Let $X$ be a projective non-singular complex surface. Let $i$ be an involution on $X$. I am confused about a couple of points.
Suppose $C$ is a curve on $X$ such that $C$ is moved by $i$ i.e. $C\neq i(C)$. Let $C'$ be any curve such that $C'$ is linearly equivalent to $C$.
1) Then is it true that $C'\neq i(C')$ ?
2) Also is $i(C)$ linearly equivalent to $i(C')$? That is i want to check if $O(i(C))=O(i(C'))$. I don't know if this is true.

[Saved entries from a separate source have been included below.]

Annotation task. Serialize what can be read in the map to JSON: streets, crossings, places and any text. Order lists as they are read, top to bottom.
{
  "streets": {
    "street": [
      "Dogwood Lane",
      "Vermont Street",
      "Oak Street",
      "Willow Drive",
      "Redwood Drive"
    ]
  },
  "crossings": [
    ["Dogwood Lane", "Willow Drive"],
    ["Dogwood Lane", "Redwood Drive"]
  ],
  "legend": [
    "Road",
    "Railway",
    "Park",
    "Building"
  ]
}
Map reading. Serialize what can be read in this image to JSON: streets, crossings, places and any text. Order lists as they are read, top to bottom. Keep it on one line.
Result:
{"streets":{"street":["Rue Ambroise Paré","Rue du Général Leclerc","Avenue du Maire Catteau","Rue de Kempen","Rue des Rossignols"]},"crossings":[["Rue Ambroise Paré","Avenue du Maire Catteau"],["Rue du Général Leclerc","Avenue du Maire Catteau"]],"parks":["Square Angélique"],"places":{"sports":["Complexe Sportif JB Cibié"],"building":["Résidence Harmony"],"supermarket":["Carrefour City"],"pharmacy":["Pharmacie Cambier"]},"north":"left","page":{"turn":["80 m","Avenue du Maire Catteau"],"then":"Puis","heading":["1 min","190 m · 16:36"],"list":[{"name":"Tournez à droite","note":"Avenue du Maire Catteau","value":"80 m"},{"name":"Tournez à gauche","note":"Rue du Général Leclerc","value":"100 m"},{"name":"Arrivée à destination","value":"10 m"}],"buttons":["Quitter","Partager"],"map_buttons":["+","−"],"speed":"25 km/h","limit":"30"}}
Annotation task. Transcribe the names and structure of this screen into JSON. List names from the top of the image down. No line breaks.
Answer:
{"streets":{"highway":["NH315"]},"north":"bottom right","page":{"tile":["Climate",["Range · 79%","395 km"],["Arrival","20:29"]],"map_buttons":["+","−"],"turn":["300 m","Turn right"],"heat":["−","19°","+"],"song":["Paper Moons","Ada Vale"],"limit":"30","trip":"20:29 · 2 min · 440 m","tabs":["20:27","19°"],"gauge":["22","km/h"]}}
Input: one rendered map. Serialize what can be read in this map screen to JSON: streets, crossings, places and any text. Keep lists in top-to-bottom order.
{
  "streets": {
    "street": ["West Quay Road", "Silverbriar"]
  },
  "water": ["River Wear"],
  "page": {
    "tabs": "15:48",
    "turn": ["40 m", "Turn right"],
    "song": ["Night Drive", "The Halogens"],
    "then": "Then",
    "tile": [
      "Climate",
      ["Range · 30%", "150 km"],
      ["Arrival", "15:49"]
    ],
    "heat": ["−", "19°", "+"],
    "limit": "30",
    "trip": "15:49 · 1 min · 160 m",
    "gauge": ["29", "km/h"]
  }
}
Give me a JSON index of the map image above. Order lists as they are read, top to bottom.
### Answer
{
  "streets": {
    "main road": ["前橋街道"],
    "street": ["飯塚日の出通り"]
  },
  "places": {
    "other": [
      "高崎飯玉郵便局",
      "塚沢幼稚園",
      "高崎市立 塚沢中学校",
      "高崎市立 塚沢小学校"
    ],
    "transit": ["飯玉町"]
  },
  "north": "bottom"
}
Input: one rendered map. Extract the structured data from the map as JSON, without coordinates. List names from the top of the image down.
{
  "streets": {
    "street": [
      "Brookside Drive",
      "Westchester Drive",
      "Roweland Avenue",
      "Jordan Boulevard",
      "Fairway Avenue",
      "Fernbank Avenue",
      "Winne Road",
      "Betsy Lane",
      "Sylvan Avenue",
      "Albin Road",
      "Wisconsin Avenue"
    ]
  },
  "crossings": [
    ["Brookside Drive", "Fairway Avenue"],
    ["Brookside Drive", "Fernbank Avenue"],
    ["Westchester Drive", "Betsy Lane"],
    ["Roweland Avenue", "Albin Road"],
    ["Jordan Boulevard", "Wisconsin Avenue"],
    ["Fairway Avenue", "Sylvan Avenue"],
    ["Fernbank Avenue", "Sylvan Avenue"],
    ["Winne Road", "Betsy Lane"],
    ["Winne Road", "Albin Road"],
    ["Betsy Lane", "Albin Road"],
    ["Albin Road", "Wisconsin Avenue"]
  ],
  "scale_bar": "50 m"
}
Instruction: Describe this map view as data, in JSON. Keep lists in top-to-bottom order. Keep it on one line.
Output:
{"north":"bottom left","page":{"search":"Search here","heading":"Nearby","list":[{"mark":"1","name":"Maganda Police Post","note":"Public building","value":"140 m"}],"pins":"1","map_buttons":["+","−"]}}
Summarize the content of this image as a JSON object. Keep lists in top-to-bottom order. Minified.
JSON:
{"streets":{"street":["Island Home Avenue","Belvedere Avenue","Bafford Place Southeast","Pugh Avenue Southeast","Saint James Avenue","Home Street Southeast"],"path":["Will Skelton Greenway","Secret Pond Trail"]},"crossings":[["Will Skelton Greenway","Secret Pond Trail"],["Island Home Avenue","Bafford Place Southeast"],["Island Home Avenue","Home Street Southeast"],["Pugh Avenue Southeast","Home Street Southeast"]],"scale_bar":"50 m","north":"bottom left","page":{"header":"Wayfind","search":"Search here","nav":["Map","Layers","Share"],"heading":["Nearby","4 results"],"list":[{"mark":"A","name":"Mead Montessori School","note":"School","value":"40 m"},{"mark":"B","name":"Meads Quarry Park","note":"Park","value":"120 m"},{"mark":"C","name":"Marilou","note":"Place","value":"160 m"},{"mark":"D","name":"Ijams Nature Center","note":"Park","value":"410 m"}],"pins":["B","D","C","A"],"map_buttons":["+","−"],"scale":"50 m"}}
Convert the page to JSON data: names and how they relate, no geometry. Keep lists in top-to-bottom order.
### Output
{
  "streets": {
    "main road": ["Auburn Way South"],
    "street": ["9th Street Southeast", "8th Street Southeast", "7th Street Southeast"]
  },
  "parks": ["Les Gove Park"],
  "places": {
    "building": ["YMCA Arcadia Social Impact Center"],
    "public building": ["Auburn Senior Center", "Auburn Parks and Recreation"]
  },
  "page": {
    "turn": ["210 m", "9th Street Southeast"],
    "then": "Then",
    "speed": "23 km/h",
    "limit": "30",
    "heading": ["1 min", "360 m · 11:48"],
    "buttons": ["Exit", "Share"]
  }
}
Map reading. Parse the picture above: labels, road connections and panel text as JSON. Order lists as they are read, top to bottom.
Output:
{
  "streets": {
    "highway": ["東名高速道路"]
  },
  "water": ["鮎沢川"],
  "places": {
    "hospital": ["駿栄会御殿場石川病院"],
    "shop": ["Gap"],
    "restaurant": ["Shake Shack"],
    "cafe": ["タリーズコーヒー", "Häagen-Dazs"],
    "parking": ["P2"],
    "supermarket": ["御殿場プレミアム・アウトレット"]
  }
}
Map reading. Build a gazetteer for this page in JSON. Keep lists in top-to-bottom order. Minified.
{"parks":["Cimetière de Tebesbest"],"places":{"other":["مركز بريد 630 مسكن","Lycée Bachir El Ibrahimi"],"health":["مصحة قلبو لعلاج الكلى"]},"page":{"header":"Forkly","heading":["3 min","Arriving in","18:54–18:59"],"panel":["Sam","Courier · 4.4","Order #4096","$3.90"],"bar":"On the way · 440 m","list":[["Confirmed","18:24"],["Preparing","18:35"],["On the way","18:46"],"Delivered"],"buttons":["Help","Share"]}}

Any help would be very useful.
For the first question the answer is no. Suppose that $X = \mathbb{P}^2$, $C$ is given by $xy-z^2=0$ and $i(x:y:z) = (x:z:y)$. Note that $i(C)$ is defined by $xz-y^2=0$. We have that $C' = \{ x^2+y^2+z^2 =0\}$ is linearly equivalent to $C$, as every conic is, and invariant by $i$.
For the second question, the answer is yes. Let $i\colon X \rightarrow X$ be any automorphism. If $C$ and $C'$ are linearly equivalent, then there exists a rational function $f$ such that ${\rm div}(f) = C-C'$. Then we see that ${\rm div}(f\circ i^{-1}) = i(C)-i(C')$ i.e. $i(C)$ and $i(C')$ are linearly equivalent.